> **INSTRUCTIONS FOR THE TASK**
In the records below, find the line containing "strokePath(minor, '#fff', 20);". Restate it and all the lines after it exactly, and omit the rest.

> **Collected data**
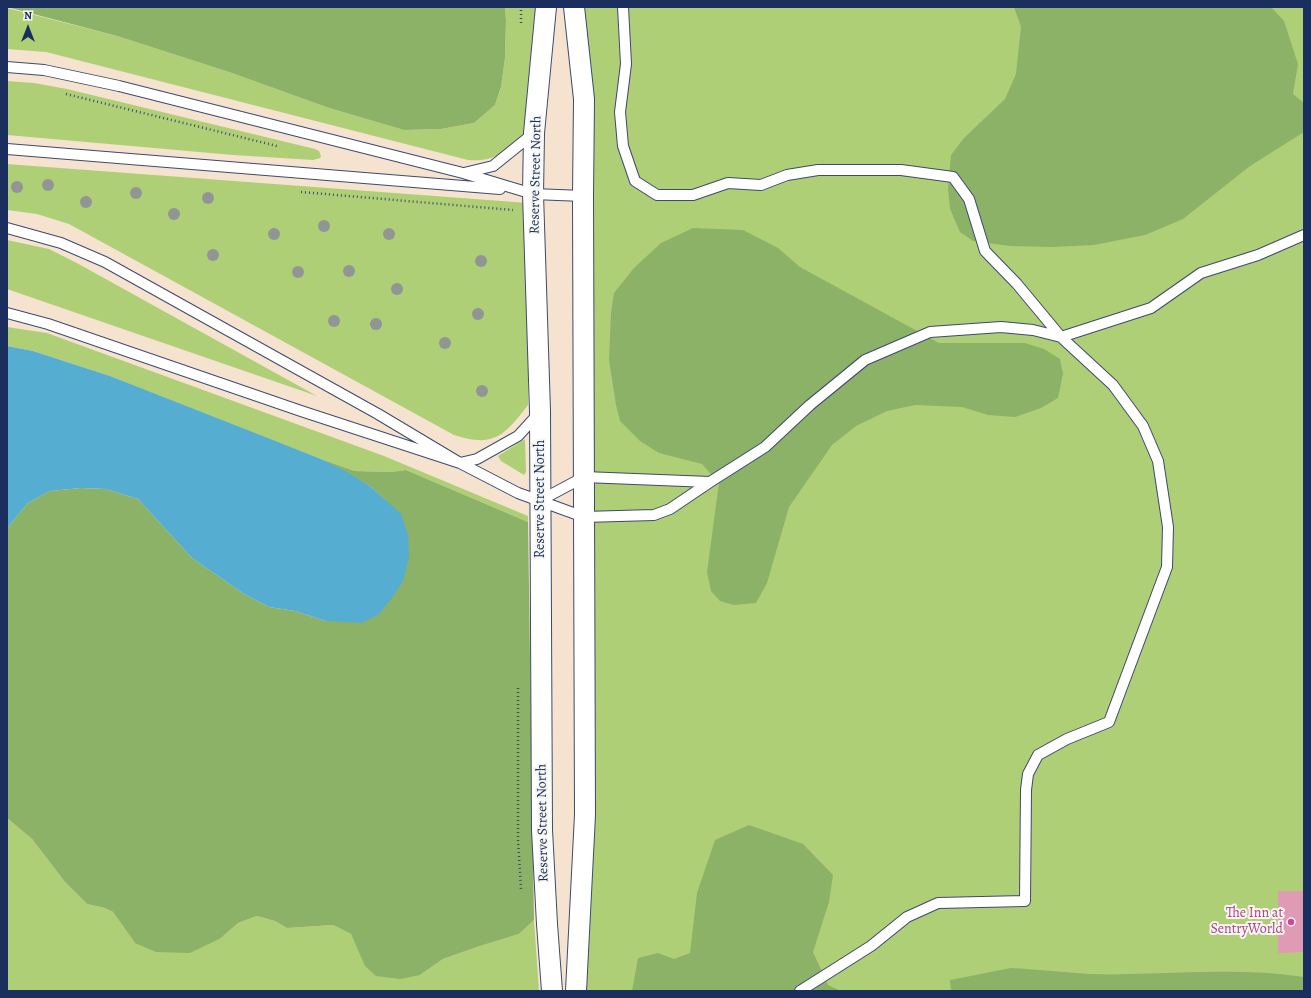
<!DOCTYPE html>
<style>
body{margin:0}
#map{position:relative;width:1311px;height:998px;overflow:hidden;background:#f5e3cf;font-family:Alegreya,serif}
canvas{display:block}
.frame{position:absolute;inset:0;border:8px solid #1b2f5e;pointer-events:none}
.north{position:absolute;left:8px;top:8px;width:40px;height:40px;-webkit-text-stroke:3px #f6f6f2;paint-order:stroke;rotate:0deg;font-size:11px;font-weight:700;line-height:16px;text-align:center;color:#1b2f5e}
.north::after{content:'';display:block;margin:auto;width:14px;height:18px;background:#1b2f5e;clip-path:polygon(50% 0,100% 100%,50% 72%,0 100%)}
</style>
<div id="map">
<canvas width="1311" height="998"></canvas>
<div class="frame"></div>
<div class="north">N</div>
</div>
<script>
const c = document.querySelector('canvas').getContext('2d');
c.lineJoin = 'round';
function paint(path, color) { c.fillStyle = color; c.fill(path, 'evenodd'); }
function strokePath(path, color, width, dash) { c.strokeStyle = color; c.lineWidth = width; c.lineCap = dash ? 'butt' : 'round'; c.setLineDash(dash || []); c.stroke(path); }
function drawText(font, color, halo, rows, align = 'center') {
  c.font = font + ' Alegreya,serif'; c.lineWidth = 4; c.setLineDash([]); c.textBaseline = 'middle'; c.strokeStyle = halo; c.fillStyle = color; for (const [text, x, y, turn = 0] of rows) {
    c.save(); c.translate(x, y); c.rotate((+turn || 0) * Math.PI / 180); c.textAlign = isNaN(turn) ? turn : align; if (halo) c.strokeText(text, 0, 0); c.fillText(text, 0, 0); c.restore();
  }
}
const green = new Path2D(`
 M505 7H537L524 135C504 152 496 162 468 160L46 52 7 49V8L117 36 229 72 329 108 404 130 441 129 474 123 495 105 501 87 505 58 506 21Z
 M574 7H1304V991H576Z
 M7 81 34 83 67 89 315 149 319 151 321 156 320 158 313 160 233 155 7 135Z
 M7 164 528 203V405C504 436 494 448 454 435L69 224 37 214 7 210Z
 M7 240 49 249 75 262 317 396 7 289Z
 M7 327 47 333 384 456 528 516V522L406 470 391 472 353 471 260 436 110 376 33 351 7 346Z
 M525 439 526 472 524 475 501 461 498 456Z
 M7 818 32 839 65 882 87 904 105 908 113 912 135 943 221 938 238 923 257 916 275 921 287 928 333 925 351 934 358 948 420 975 443 959 477 947 519 934 534 920 539 991H7Z`);
const forest = new Path2D(`
 M7 7H505L506 21 505 58 501 87 495 105 474 123 441 129 404 130 329 108 229 72 117 36Z
 M1014 7H1271L1284 21 1298 64 1293 94 1304 103V132L1250 166 1183 219 1145 235 1094 245 1052 247 1010 246 973 241 960 232 950 209 948 188 951 155 964 138 1005 99 1016 74 1021 27Z
 M693 228 743 230 778 248 800 267 939 343H1025L1044 349 1060 359 1063 374 1058 398 1041 408 1015 417 988 415 962 407 915 405 887 411 856 426 832 445 789 507 767 583 756 603 734 605 720 601 711 591 707 572 719 483 702 464 659 453 640 441 620 421 616 405 609 360 611 313 614 293 634 268 661 243Z
 M321 459 354 471 391 472 406 470 528 522 534 920 519 934 477 947 443 959 420 975 400 979 376 976 365 966 351 934 333 925 287 928 275 921 257 916 238 923 221 938 190 953 156 952 135 943 113 912 105 908 87 904 65 882 32 839 7 818V528L28 503 50 491 81 488 106 489 138 499 192 558 244 594 269 607 295 611 326 621 385 500 371 487Z
 M749 825 803 844 833 875 829 902 813 952 828 985 841 991H632L638 958 658 953 674 959 690 953 697 893 715 840Z
 M1011 968C1049 970 1089 976 1127 974 1186 973 1245 968 1304 977V991H951L950 980Z`);
const water = new Path2D(`
 M7 346 33 351 110 376 321 459 347 472 371 487 401 514 408 535 409 556 403 581 392 598 379 614 362 623 326 621 295 611 269 607 244 594 192 558 138 499 106 489 81 488 50 491 28 503 7 528Z`);
const building = new Path2D(`
 M1278 891H1304V952L1278 953Z`);
const path = new Path2D(`
 M521 23V7
 M66 94 277 146
 M301 192 513 210
 M518 688V840L521 889`);
const service = new Path2D(`
 M623 7 626 64 620 112 623 146 635 181 657 195H693L728 183 761 185 787 175 818 170H901L953 177 969 199 985 251 1017 284 1061 337 1151 308 1201 273 1258 255 1304 235
 M7 67 44 70 119 86 463 173 533 194 583 196
 M7 149 500 189
 M464 173 493 166 534 133
 M7 228 61 243 105 262 378 414 460 463 301 411 48 324 7 313
 M460 463 518 493 584 517 654 515 670 509 710 482 584 477 541 500
 M460 463 477 459 518 436 539 413
 M710 482 765 447 810 405 865 360 930 332 1001 327 1033 330 1061 337 1113 385 1143 426 1158 461 1168 527 1167 567 1109 722 1067 739 1038 755 1028 774 1026 790 1025 901 938 903 907 917 871 946 800 991`);
const minor = new Path2D(`
 M546 7 534 133 533 194 540 411 542 830 547 924 552 991
 M574 7 584 99 583 196 585 815 576 991`);
const trees = [
 [48,185],
 [17,187],
 [136,193],
 [208,198],
 [86,202],
 [174,214],
 [324,226],
 [274,234],
 [389,234],
 [213,255],
 [481,261],
 [349,271],
 [298,272],
 [397,289],
 [478,314],
 [334,321],
 [376,324],
 [445,343],
 [482,391]
];
const markers = [
 [1291,922,4,"#d1479c"]
];
const streetNames = [
 ["Reserve Street North",536,175,-89],
 ["Reserve Street North",541,499,-90],
 ["Reserve Street North",543,823,-91]
];
const hotelNames = [
 ["The Inn at",1283,914],
 ["SentryWorld",1283,930]
];
paint(green, '#afcf76');
paint(forest, '#8bb267');
paint(water, '#55add2');
paint(building, '#df9bb3');
strokePath(service, '#3c4a6f', 12);
strokePath(minor, '#3c4a6f', 22);
strokePath(path, '#3c4a6f', 2.5, [1, 3]);
strokePath(service, '#fff', 10);
strokePath(minor, '#fff', 20);
c.fillStyle = '#919694';
for (const [x, y] of trees) { c.beginPath(); c.arc(x, y, 6, 0, 2 * Math.PI); c.fill(); }
for (const [x, y, r, color] of markers) { const dot = new Path2D(); dot.arc(x, y, r, 0, 2 * Math.PI); c.fillStyle = color; c.fill(dot); strokePath(dot, '#f6f6f2', 1.5); }
drawText('14px', '#1b2f5e', '#f6f6f2', streetNames);
drawText('14px', '#b23c85', '#f6f6f2', hotelNames, 'right');
</script>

> **RESPONSE BELOW**
strokePath(minor, '#fff', 20);
c.fillStyle = '#919694';
for (const [x, y] of trees) { c.beginPath(); c.arc(x, y, 6, 0, 2 * Math.PI); c.fill(); }
for (const [x, y, r, color] of markers) { const dot = new Path2D(); dot.arc(x, y, r, 0, 2 * Math.PI); c.fillStyle = color; c.fill(dot); strokePath(dot, '#f6f6f2', 1.5); }
drawText('14px', '#1b2f5e', '#f6f6f2', streetNames);
drawText('14px', '#b23c85', '#f6f6f2', hotelNames, 'right');
</script>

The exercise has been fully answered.